My boyfriend is no longer interested in sex, what's going on?

Why would someone with a crap pizza delivery job not be equally, or even MORE stressed out about losing it than a “serious bread-winner job”? SBWJ guy probably has some savings and connections and networks of support whereas Pizza boy is most likely living hand-to-mouth.

Well, that can work both ways. When you are at the bottom of the wage ladder, you are used to not having much money nor do people really expect you to. More importantly, if you can find ANY other low wage job, you’ll be good as before. Low wage jobs can typically be filled by anyone with a decent work ethic, a lack of a criminal record, and a decent amount of common sense (no offense meant to all you hard working wage slaves out there that IMO actually EARN the money you get paid).

OTOH, if you have a high paying job, you probably have rather specialized skill sets, experience, and education. Which means that if you lose that job, its going to be hard to find another specialized job that you have the qualifications for and will pay as well.

Yeah, short term (like for a period of months or less), the SBWJ is probably in a better position than the minimum wage pizza guy living week to week or day to day. But in the longer term, the SBWJ is gonna be in deep shit. He/she might not find another “good” job for a long time. And the longer the time they don’t find one the less likely they will ever get hired for that kind of job again. Which means they end up getting a job that doesnt use their qualifications/experience. Which generally means less pay. Tiger Woods aint going to get paid nearly as well as a carpenter than he does playing golf and for good reason.

I think the assumption is that SBWJ guy has more of his ego tied up in his job than Mr. Pizza Boy. Financially, it may be less stressful (or not, if he has more financial obligations as well as income), but it’s more of a blow psychologically. I’m sort of in between Pizza Boy and SBWJ status, and I’m much more sensitive about my freelance work than my day job, because it’s more important to me that I be good at what I love.

Ego and identity. A man is likely to think of himself as a lawyer or a doctor, but less likely to think of himself as a pizza delivery boy (i.e. it’s what he does to make money, not his career).

Exactly.

For example: I’m not a bum, but I am a love machine.

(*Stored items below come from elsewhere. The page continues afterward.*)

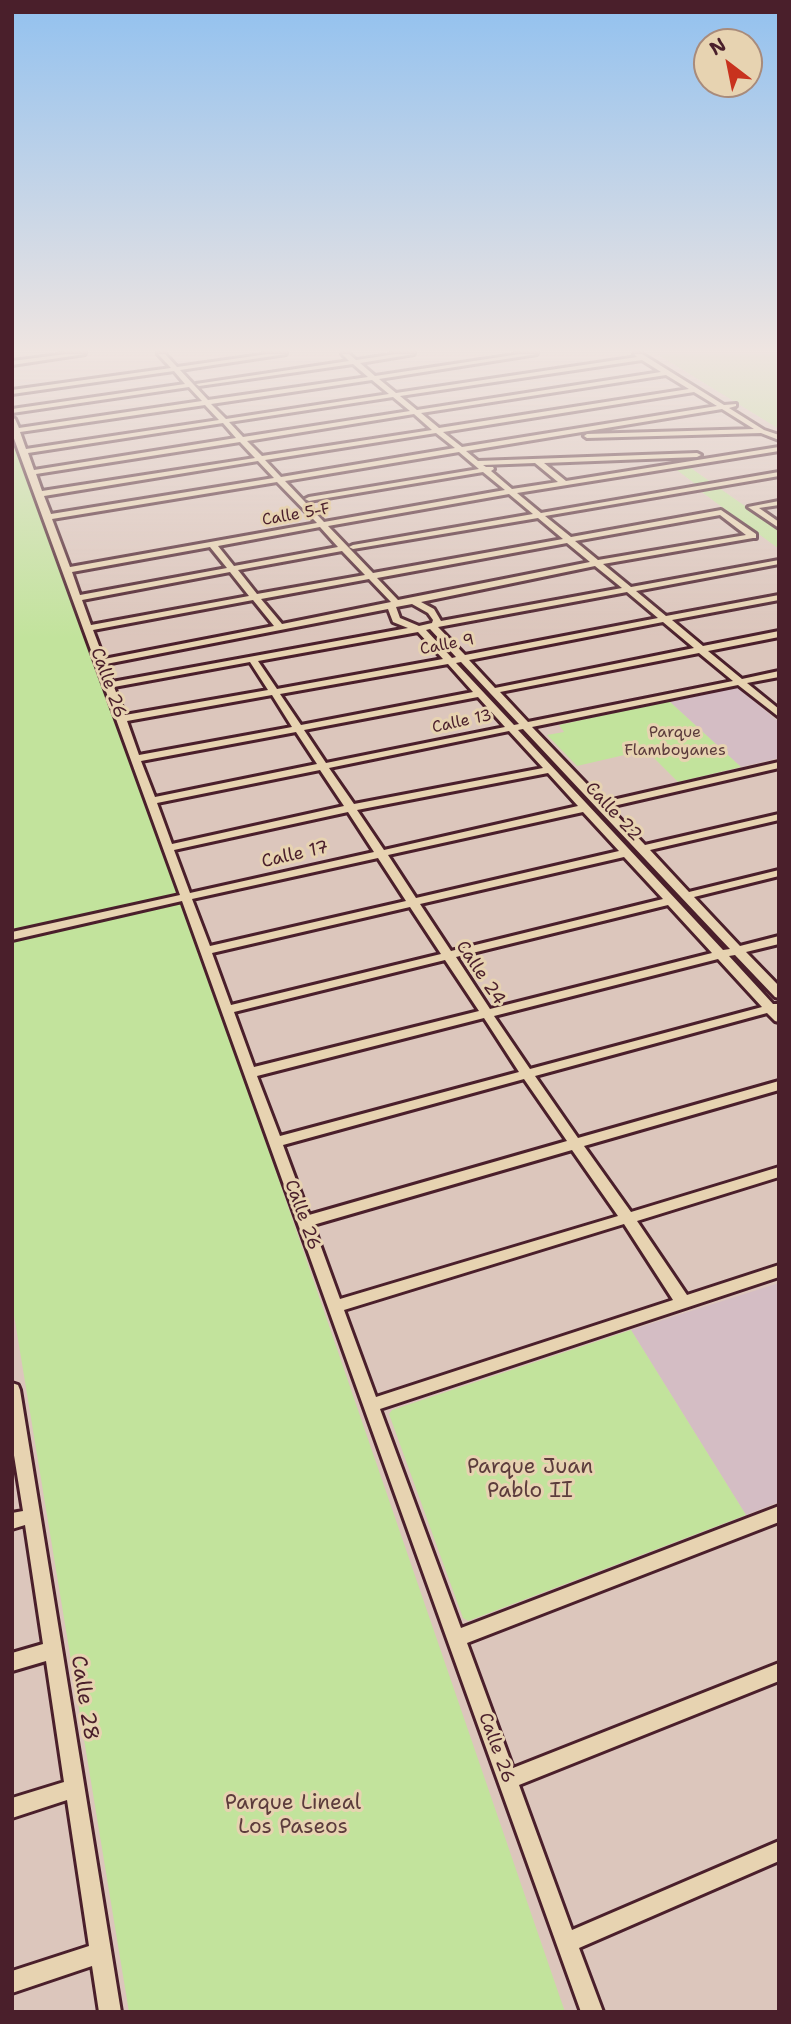 <!DOCTYPE html>
<style>
body{margin:0}
#map{position:relative;width:791px;height:2024px;overflow:hidden;background:#dcc6bc;font-family:"Shantell Sans",sans-serif}
canvas{display:block}
.frame{position:absolute;inset:0;border:14px solid #4a1f2b;pointer-events:none}
.north{position:absolute;left:693px;top:28px;width:70px;height:70px;box-sizing:border-box;background:#e7d3b1;border:2px solid #a88b7b;border-radius:50%;rotate:328deg;font-size:19px;font-weight:700;line-height:28px;text-align:center;color:#4a1f2b}
.north::after{content:'';display:block;margin:auto;width:24px;height:32px;background:#c8321e;clip-path:polygon(50% 0,100% 100%,50% 72%,0 100%)}
</style>
<div id="map">
<canvas width="791" height="2024"></canvas>
<div class="frame"></div>
<div class="north">N</div>
</div>
<script>
const ctx = document.querySelector('canvas').getContext('2d');
ctx.lineJoin = 'round';
function fill(path, color) {
  ctx.fillStyle = color;
  ctx.fill(path, 'evenodd');
}
function shape(rows) {
  const path = new Path2D();
  for (const r of rows) {
    path.moveTo(r[0], r[1]);
    for (let i = 2; i < r.length; i += 2) path.lineTo(r[i], r[i + 1]);
  }
  return path;
}
function stroke(path, color, width, dash) {
  ctx.strokeStyle = color;
  ctx.lineWidth = width;
  ctx.lineCap = dash ? 'butt' : 'round';
  ctx.setLineDash(dash || []);
  ctx.stroke(path);
}
function label(font, color, halo, rows, align = 'center') {
  ctx.font = font + ' "Shantell Sans",sans-serif';
  ctx.lineWidth = 6;
  ctx.setLineDash([]);
  ctx.textBaseline = 'middle';
  ctx.strokeStyle = halo;
  ctx.fillStyle = color;
  for (const [text, x, y, turn = 0] of rows) {
    ctx.save();
    ctx.translate(x, y);
    ctx.rotate((+turn || 0) * Math.PI / 180);
    ctx.textAlign = isNaN(turn) ? turn : align;
    if (halo) ctx.strokeText(text, 0, 0);
    ctx.fillText(text, 0, 0);
    ctx.restore();
  }
}
fill(shape([
 [737,687,779,722,779,758,741,767,669,701],
 [779,1283,779,1502,746,1515,631,1330]
]), '#d4bdc4');
fill(shape([
 [657,354,779,354,779,429],
 [12,429,183,901,565,2012,129,2012,12,1303],
 [688,466,779,530,779,549,699,490,698,486,674,468],
 [669,701,741,767,678,782,646,750,577,766,547,735,564,732,559,725],
 [631,1330,746,1515,468,1621,463,1618,389,1414,392,1410]
]), '#c2e39c');
const minor = shape([
 [66,354,85,354,12,365,12,361,66,354],
 [158,354,165,354,177,367,268,354,286,354,180,370,208,400,368,377,353,364,199,386,196,384,349,361,342,354,349,354,356,360,396,354,414,354,360,363,375,376,520,354,537,354,379,379,396,393,637,357,634,354,642,354,724,405,736,404,736,406,729,408,764,430,779,435,779,440,761,433,587,438,584,436,587,434,754,429,722,409,466,451,478,461,697,453,701,455,697,457,544,463,566,481,779,447,779,451,517,493,541,513,779,472,779,476,545,516,571,537,721,510,756,534,756,538,753,538,603,564,631,587,779,560,779,564,636,591,666,616,779,595,779,600,672,620,703,646,779,631,779,637,708,651,742,679,779,671,779,677,747,683,779,709,779,717,738,685,532,727,604,802,779,762,779,768,609,807,645,845,779,814,779,820,650,850,689,892,779,870,779,876,694,897,740,946,779,936,779,944,746,952,779,986,779,998,775,997,735,955,729,956,773,1004,779,1004,779,1022,775,1021,767,1013,535,1076,578,1138,779,1081,779,1090,584,1146,631,1212,779,1167,779,1177,637,1221,687,1295,779,1265,779,1277,380,1409,461,1628,779,1506,779,1522,467,1643,513,1768,779,1663,779,1681,519,1785,572,1930,779,1841,779,1861,579,1948,603,2012,581,2012,182,901,12,940,12,932,180,895,12,433,12,417,15,419,19,428,202,401,189,387,12,413,12,409,185,384,174,371,12,394,12,390,171,368,158,354],
 [642,360,661,372,417,410,400,396,642,360],
 [666,375,689,389,439,428,421,413,666,375],
 [372,380,389,394,226,419,211,404,372,380],
 [694,392,717,406,462,447,443,432,694,392],
 [393,397,410,411,243,437,229,422,393,397],
 [205,405,219,420,26,449,20,432,205,405],
 [414,414,432,430,262,456,247,441,414,414],
 [223,423,236,438,34,470,28,453,223,423],
 [436,433,455,448,281,477,265,460,436,433],
 [240,442,255,458,42,491,36,474,240,442],
 [459,452,479,469,309,497,305,499,309,501,483,472,505,490,324,522,285,481,459,452],
 [258,461,274,478,51,514,44,496,258,461],
 [535,463,558,482,512,489,491,471,494,469,493,467,486,467,483,465,535,463],
 [277,482,317,523,70,567,52,519,277,482],
 [509,494,533,514,353,545,349,547,353,549,538,518,563,539,373,573,328,526,509,494],
 [720,515,746,535,598,560,575,541,720,515],
 [320,527,338,547,234,566,218,546,320,527],
 [567,543,590,562,398,600,377,578,567,543],
 [210,547,227,568,80,595,72,572,210,547],
 [342,551,365,575,257,594,238,570,342,551],
 [595,566,622,588,441,621,434,609,421,602,595,566],
 [230,572,249,596,91,625,82,600,230,572],
 [369,579,391,602,282,624,261,599,369,579],
 [627,592,658,618,465,655,438,627,627,592],
 [253,600,274,626,104,659,93,630,253,600],
 [412,604,428,613,433,620,432,623,419,626,400,618,396,607,412,604],
 [388,609,393,622,408,628,112,682,106,664,388,609],
 [663,622,694,648,495,688,469,660,663,622],
 [430,629,456,657,452,658,426,630,430,629],
 [418,632,443,659,277,689,258,661,418,632],
 [699,653,733,681,528,722,500,692,699,653],
 [250,662,268,690,125,715,114,687,250,662],
 [461,662,519,724,514,725,456,663,461,662],
 [448,664,473,692,301,725,280,694,448,664],
 [272,695,292,727,139,755,127,721,272,695],
 [478,697,505,727,326,763,304,730,478,697],
 [523,729,597,808,730,949,723,950,518,730,523,729],
 [509,731,543,768,354,804,329,768,509,731],
 [296,732,317,764,155,797,141,761,296,732],
 [320,770,344,806,172,844,157,803,320,770],
 [548,773,578,806,384,850,357,810,548,773],
 [348,812,374,852,190,893,174,850,348,812],
 [583,812,619,851,416,898,388,855,583,812],
 [624,857,663,899,451,951,420,904,624,857],
 [378,858,406,901,210,946,192,899,378,858],
 [668,905,712,953,490,1009,456,957,668,905],
 [410,907,441,954,231,1005,212,953,410,907],
 [718,959,762,1007,530,1069,494,1016,718,959],
 [445,960,479,1011,254,1067,234,1012,445,960],
 [484,1018,519,1072,280,1136,257,1076,484,1018],
 [524,1079,567,1141,309,1215,283,1145,524,1079],
 [572,1150,618,1216,340,1299,313,1225,572,1150],
 [624,1224,673,1300,376,1397,344,1310,624,1224],
 [779,501,779,505,759,508,779,522,779,528,748,507,779,501],
 [12,1383,18,1385,20,1390,121,2012,99,2012,92,1966,12,1993,12,1971,89,1946,67,1800,12,1818,12,1798,64,1782,46,1661,12,1671,12,1653,43,1644,25,1525,12,1529,12,1513,23,1511,12,1443,12,1383]
]);
stroke(minor, '#4a1f2b', 6);
fill(minor, '#e7d3b1');
const sky = ctx.createLinearGradient(0, 0, 0, 638);
sky.addColorStop(0, '#92c1ef');
sky.addColorStop(0.55, '#efe5e1');
sky.addColorStop(1, '#efe5e100');
ctx.fillStyle = sky;
ctx.fillRect(0, 0, 791, 638);
label('16px', '#4a1f2b', '#e7d3b1', [
 ["Calle 5-F",296,515,-10],
 ["Calle 9",447,645,-11],
 ["Calle 13",462,722,-12]
]);
label('16px', '#5c3c3c', '#e7d3b1', [
 ["Parque",675,733],
 ["Flamboyanes",675,751]
]);
label('18px', '#4a1f2b', '#e7d3b1', [
 ["Calle 26",108,683,70],
 ["Calle 22",613,812,47],
 ["Calle 17",295,855,-13],
 ["Calle 24",480,973,56],
 ["Calle 26",302,1215,70],
 ["Calle 26",496,1748,70]
]);
label('21px', '#5c3c3c', '#e7d3b1', [
 ["Parque Juan",530,1468],
 ["Pablo II",530,1492],
 ["Parque Lineal",293,1804],
 ["Los Paseos",293,1828]
]);
label('21px', '#4a1f2b', '#e7d3b1', [
 ["Calle 28",84,1698,81]
]);
</script>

I agree with markm and have experienced the same “cycle” of desire. Sometimes you can’t get enough, other times it’s really not important.

I guess that’s part of why people say they have to “work” at relationships, even if I’m not in the mood I still have sex and often I get into it after I get started. Even if I don’t my gf gets a lot of satisfaction from it and that makes us both happy.

The rest of my post explained the sentence. Men identify themselves with their job. It is not just a monetary loss.

To the pizza delivery guy that is still his job and his loss of self esteem. He may never have known what it is like to be a high flyer

I suppose that’s true of people who retire at age 65 from a long and successful career in the pizza delivery field but that’s not the point I was making.

I read ONLY the OP, but my advice is:

Get a bigger bed!
Get some 1000 thread count sheets! And a comforter!

And maybe try to kiss with a ‘little more muscle’. I mean, at least once. You’re married? No just dating.

I bet you could hook up with some other dude if you wanted.

Just to throw out another idea; You mentioned that your boyfriend has had a history with clinical depression - was he ever on any meds for it? Some of the side effects of commonly prescribed meds can include loss of libido and impotence, possibly even after the course has ceased.

You flatter yourself that I was replying to your post.

What I find bizarre is women lecturing us how men think and feel.
Its like me explaining how women feel when they’re having a period.

A bunch of people have stated that stress will affect their libido. Which is more logical: that every person who has said so is lying, or that your experience is atypical?

This seems to be a common theme in your posts. Just because you have a different experience and/or cannot explain something does not mean it is untrue. To assume so is the height of arrogance.

You seem to want to present yourself as an intelligent person. Remarks like this do you no favors.

That’s ridiculous…
He’s clearly a furry.

Ridiculous. All men know the answer to that is “sticky”.

I’m guessing the OP can’t relate to the idea that in some people stress --> bad libido idea because she has a lump on her breast and she still wants to do it.

Frankly though, it sounds more medical. He’s a “big guy” with high blood pressure and a history of depression? Yeah.

I have a question about this, which I also have for women in a similar situation, but which I never wanted to ask for fear of being called a sexist pig (and quite rightly.) Sure you had a lack of desire, but intellectually you probably knew what this was doing to your marriage. Why not at least feign interest once in a while? Did you have a moral aversion to intimacy without some level of desire?

I did know what it was doing to the relationship and because of this I did ‘feign interest’ sometimes, but even though I did my best to make it appear sincere, she knew it was not, and I honestly think that bothered her more. That made it look like a pity move. Worse than feeling rejected is feeling rejected and pitied.

Whooooooooooooooo! Called it! Wooooo! Thread win! High fives all around? Eh? Eh?

Guys? Where you going?
:stuck_out_tongue:

Heeeeeeeeeeeeeeeeeeeeeeeeeeey! Get your own joke!